Q. Is there anything in particular Coach said that you guys afterwards that he really wants you to understand about what's going on or what he wants you to take away from this?
Obi Melifonwu: He just told us, stick together as a team. Every team goes through their ups and downs and he just said, look at the other side. You can't really have greatness without adversity and right now we're going through adversity, and everybody is just sticking together and believing that we can do great things as a team and as a program.
UConn wide receiver Noel Thomas
Q. Quite a shot there.
NOEL THOMAS: I'm all right. Good hit.
Q. Did you have to fight to get back on the field? You always want to as a player, I'm sure.
NOEL THOMAS: Yeah, it took a little fight.

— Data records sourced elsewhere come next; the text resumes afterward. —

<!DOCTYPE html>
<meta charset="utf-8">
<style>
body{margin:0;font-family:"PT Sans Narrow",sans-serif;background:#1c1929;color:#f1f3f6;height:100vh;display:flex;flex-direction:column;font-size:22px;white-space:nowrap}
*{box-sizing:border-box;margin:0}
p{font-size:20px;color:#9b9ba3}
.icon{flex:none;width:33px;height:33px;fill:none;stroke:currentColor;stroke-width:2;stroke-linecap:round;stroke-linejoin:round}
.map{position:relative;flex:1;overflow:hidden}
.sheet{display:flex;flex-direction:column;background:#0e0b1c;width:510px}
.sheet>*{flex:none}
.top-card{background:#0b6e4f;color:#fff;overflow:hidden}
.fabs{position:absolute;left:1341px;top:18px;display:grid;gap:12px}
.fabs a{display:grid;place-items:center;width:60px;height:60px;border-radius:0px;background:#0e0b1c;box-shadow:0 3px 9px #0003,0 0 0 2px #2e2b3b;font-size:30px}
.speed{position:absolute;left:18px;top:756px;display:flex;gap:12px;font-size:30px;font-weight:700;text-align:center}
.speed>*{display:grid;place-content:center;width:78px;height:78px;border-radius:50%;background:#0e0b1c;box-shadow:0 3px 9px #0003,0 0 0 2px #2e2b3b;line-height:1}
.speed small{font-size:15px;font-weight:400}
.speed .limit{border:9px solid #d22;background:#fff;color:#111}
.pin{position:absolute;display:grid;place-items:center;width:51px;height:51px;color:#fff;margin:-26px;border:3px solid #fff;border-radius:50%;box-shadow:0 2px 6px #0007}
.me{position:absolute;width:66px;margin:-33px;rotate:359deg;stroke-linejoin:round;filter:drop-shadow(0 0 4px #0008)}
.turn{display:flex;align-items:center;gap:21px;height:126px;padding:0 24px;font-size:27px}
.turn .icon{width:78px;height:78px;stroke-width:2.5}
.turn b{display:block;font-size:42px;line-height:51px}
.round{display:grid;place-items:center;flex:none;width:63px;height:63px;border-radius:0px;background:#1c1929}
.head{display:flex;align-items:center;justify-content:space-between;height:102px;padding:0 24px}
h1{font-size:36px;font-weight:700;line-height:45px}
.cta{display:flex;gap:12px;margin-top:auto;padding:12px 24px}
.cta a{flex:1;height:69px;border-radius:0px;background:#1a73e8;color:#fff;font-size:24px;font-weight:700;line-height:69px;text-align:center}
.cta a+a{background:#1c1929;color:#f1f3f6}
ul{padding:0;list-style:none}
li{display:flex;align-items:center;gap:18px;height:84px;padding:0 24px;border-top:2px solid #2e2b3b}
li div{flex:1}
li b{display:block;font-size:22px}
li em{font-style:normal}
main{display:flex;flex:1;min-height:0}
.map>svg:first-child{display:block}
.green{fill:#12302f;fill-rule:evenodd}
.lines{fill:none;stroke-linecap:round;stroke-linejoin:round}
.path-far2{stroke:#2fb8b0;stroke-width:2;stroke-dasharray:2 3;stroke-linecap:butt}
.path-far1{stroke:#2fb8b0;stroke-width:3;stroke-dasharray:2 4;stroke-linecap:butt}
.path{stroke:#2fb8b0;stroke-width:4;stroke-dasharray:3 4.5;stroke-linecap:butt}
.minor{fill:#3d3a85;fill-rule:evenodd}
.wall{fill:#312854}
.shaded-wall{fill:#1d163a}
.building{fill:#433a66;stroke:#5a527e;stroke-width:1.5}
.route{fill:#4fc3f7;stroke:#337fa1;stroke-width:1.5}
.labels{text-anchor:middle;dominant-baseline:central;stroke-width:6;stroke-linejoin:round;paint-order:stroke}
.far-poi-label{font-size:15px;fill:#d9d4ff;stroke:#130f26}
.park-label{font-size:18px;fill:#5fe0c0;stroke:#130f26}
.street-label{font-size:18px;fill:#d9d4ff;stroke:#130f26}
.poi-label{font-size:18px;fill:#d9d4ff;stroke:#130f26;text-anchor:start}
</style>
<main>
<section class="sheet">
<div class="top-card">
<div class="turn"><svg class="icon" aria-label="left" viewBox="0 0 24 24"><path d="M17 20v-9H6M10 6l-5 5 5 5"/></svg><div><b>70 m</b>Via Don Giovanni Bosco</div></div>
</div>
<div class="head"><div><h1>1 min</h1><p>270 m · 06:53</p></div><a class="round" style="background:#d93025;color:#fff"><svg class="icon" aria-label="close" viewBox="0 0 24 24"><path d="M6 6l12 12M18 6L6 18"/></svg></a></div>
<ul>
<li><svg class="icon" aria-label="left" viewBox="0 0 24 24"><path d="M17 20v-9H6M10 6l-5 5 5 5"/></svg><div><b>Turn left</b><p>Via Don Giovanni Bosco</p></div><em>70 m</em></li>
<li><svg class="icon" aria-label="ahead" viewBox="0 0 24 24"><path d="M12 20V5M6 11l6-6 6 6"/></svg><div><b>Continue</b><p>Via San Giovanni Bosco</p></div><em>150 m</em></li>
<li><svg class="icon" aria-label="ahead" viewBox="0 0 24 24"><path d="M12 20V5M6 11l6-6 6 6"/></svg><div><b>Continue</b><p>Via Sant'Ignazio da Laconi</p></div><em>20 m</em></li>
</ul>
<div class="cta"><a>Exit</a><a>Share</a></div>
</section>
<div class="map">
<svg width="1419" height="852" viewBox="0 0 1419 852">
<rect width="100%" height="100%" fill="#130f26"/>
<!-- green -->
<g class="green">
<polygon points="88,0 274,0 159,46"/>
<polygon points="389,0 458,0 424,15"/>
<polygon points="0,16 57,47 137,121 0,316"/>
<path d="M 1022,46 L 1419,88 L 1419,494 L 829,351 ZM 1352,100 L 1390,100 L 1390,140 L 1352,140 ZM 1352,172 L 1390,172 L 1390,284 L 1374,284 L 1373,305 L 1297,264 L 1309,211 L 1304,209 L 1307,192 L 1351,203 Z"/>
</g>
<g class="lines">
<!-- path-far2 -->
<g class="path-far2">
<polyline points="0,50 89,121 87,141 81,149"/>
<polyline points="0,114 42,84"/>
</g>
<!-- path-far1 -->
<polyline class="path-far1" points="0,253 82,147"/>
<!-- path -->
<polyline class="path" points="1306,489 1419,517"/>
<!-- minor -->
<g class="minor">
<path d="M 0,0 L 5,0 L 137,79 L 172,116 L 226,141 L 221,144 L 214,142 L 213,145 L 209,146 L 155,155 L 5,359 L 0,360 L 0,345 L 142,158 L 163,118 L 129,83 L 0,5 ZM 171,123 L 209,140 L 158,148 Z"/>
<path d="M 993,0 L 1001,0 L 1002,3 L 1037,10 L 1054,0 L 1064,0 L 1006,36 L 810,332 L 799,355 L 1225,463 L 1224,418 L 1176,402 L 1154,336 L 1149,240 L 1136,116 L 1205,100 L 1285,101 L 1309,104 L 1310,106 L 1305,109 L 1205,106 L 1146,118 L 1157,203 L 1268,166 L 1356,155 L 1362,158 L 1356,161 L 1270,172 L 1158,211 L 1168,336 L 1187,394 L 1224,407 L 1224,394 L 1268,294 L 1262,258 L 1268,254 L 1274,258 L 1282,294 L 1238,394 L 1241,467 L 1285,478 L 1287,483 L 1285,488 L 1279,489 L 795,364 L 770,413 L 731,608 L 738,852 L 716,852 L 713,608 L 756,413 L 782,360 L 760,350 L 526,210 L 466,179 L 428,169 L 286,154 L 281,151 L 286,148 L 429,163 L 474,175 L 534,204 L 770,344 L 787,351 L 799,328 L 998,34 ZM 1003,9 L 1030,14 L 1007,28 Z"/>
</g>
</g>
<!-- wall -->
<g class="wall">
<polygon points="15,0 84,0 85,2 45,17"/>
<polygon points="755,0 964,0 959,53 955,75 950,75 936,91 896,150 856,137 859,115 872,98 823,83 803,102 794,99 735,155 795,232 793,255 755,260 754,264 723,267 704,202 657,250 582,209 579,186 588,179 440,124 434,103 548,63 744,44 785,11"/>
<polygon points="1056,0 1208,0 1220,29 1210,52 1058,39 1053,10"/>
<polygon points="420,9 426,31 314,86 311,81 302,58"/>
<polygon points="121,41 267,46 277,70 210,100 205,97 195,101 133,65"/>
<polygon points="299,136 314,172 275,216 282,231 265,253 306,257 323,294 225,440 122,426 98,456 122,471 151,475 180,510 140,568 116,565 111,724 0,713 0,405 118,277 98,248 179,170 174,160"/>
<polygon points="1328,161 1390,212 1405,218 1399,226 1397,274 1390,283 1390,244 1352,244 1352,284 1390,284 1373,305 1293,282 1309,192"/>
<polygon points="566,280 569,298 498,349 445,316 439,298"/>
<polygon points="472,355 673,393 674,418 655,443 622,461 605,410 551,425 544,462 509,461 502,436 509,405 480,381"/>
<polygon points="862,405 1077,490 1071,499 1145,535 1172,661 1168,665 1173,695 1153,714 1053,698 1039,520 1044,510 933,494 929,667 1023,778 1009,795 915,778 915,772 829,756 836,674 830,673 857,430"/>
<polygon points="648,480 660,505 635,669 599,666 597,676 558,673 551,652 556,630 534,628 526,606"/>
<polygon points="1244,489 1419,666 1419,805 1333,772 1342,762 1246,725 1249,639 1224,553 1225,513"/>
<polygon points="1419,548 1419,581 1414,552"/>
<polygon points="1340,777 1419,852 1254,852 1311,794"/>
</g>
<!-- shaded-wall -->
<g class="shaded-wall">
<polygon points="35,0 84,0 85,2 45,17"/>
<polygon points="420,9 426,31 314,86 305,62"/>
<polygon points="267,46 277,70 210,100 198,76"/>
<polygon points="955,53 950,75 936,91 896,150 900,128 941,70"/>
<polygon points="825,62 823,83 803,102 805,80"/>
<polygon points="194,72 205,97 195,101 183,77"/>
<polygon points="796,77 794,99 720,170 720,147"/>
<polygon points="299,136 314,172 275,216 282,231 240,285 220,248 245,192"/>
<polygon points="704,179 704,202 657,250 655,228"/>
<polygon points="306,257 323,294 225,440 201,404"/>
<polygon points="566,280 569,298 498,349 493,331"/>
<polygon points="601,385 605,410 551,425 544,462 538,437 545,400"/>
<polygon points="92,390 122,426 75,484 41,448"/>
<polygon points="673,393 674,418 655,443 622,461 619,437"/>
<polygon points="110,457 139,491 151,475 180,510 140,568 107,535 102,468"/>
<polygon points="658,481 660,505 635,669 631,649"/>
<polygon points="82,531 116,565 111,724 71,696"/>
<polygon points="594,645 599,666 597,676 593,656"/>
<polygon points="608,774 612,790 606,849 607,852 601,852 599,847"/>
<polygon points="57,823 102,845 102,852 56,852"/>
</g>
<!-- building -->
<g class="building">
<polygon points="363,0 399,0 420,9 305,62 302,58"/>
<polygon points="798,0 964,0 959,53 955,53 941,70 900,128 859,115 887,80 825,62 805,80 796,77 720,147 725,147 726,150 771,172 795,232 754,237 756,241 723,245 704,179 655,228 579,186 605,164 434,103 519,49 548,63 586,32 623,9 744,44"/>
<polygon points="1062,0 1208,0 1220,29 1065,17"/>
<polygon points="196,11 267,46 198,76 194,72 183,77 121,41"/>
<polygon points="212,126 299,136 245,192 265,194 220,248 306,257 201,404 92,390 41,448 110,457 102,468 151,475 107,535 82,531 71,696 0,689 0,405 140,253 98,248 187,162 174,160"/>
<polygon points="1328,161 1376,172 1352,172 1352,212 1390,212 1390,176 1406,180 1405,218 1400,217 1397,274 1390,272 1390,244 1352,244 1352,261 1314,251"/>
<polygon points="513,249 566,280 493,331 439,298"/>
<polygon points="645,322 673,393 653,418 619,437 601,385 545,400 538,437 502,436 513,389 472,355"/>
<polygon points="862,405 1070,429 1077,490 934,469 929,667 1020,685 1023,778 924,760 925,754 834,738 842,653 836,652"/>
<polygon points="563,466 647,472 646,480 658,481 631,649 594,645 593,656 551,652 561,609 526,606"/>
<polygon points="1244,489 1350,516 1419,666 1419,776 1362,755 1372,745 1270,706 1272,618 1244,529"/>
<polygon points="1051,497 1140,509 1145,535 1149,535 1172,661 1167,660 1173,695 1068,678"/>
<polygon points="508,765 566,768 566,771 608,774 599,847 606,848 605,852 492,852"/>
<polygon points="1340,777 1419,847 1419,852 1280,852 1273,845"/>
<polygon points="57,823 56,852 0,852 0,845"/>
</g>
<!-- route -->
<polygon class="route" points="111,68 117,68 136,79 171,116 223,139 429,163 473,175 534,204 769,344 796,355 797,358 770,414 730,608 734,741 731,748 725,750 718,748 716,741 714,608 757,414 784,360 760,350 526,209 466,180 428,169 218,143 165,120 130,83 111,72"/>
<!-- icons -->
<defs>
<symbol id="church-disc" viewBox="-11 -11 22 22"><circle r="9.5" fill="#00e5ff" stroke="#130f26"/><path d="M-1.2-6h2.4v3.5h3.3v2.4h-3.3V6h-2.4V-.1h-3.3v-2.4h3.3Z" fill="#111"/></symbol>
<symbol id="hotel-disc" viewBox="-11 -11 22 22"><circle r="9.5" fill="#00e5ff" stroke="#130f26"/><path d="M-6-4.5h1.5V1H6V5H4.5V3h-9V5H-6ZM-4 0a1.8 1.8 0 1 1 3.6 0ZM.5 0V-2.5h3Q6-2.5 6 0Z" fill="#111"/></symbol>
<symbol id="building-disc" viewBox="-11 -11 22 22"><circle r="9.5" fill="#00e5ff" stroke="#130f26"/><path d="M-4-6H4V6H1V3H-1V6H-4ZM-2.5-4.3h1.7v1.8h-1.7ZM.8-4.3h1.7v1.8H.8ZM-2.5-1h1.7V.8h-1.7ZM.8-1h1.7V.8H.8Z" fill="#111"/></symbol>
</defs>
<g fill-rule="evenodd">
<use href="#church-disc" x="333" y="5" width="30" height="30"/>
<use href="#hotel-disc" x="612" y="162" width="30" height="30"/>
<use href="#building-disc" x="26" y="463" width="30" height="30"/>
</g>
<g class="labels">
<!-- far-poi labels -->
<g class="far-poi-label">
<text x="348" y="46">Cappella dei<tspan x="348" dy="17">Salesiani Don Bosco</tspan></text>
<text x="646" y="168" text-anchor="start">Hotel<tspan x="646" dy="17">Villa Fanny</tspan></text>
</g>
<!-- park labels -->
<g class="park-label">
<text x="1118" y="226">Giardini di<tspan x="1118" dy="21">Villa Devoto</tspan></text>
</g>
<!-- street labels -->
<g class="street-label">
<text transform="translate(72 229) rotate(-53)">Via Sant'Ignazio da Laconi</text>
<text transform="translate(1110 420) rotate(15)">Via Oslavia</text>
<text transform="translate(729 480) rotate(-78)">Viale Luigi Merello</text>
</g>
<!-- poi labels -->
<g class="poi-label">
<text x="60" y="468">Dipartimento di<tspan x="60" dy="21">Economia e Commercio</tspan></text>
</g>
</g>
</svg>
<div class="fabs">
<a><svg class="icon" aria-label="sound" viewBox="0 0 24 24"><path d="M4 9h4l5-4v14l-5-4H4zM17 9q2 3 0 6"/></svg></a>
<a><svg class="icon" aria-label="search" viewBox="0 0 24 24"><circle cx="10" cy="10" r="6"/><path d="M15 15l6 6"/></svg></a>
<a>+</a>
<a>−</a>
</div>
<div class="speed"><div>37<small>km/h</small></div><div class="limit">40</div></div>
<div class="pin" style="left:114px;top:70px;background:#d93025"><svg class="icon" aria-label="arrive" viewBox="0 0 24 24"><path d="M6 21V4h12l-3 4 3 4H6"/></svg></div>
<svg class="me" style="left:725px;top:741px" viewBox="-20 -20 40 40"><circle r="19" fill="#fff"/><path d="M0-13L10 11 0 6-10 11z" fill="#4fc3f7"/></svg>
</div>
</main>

But I got back out there.
Q. You had a week off, coming into this game, thinking you could do things more than you have been doing. Can you walk me through where you're most disappointed with the execution offensively?
NOEL THOMAS: It's kind of been the same for the past couple weeks, not scoring points and all that. That's a big thing right there, we're not scoring points and we need to.
Q. Can you put your finger on why you're not scoring?
NOEL THOMAS: It just comes down to execution. Everybody has to do their job. One guy's off, it's going to mess everything up, so we have to make sure we all play together and execute the plays.
Q. Do guys start pressing? Do people start trying to do too much?
NOEL THOMAS: I don't think so. I can't really speak for everybody else, but I know I don't. It doesn't seem like other people do, either.
Q. Is Donovan getting better?
NOEL THOMAS: I think the biggest thing with him, the biggest difference from this week and last week for him is confidence. He was really being a leader out there and taking control of that role.
Q. You've gone three and a half games without a touchdown. Does it blow you away? I'm sure you came into the season thinking you had the pieces to be a pretty solid team on offense.
NOEL THOMAS: Yeah, like I said, that's a big disappointment for me, not scoring points. Obviously as a receiver, that's what you want to do, and it hasn't happened.
Q. I know you guys are a team, but what does the record mean for you?
NOEL THOMAS: For me? I mean, I don't think it defines us.
Q. The receptions, your reception record.
NOEL THOMAS: It would be easier to talk about this if we won. But it definitely, I'm proud that I did that. I just want to keep moving and finish the last game strong. So keep breaking my own record I guess.
Q. You came into the season, thinking sets you up for a better Bowl game; what's it going to be like emotionally for the seniors?
NOEL THOMAS: Yeah, it's all of our last game. We've been playing there for four years, some guys been there for five. It's going to be an emotional day and we obviously want to go out there strong and leave there with a win.
Q. Going back to the offensive struggles, it seems like there was a change in philosophy at some point early in the year in terms of how to approach. Do you feel that utilizes you guys and the playmakers you have in the best way?
NOEL THOMAS: Yeah, you know, we plan to attack and get our playmakers the ball. It all comes down to execution. If we're not executing plays, our playmakers are not going to get the ball where they need to get the ball. That's basically what it is.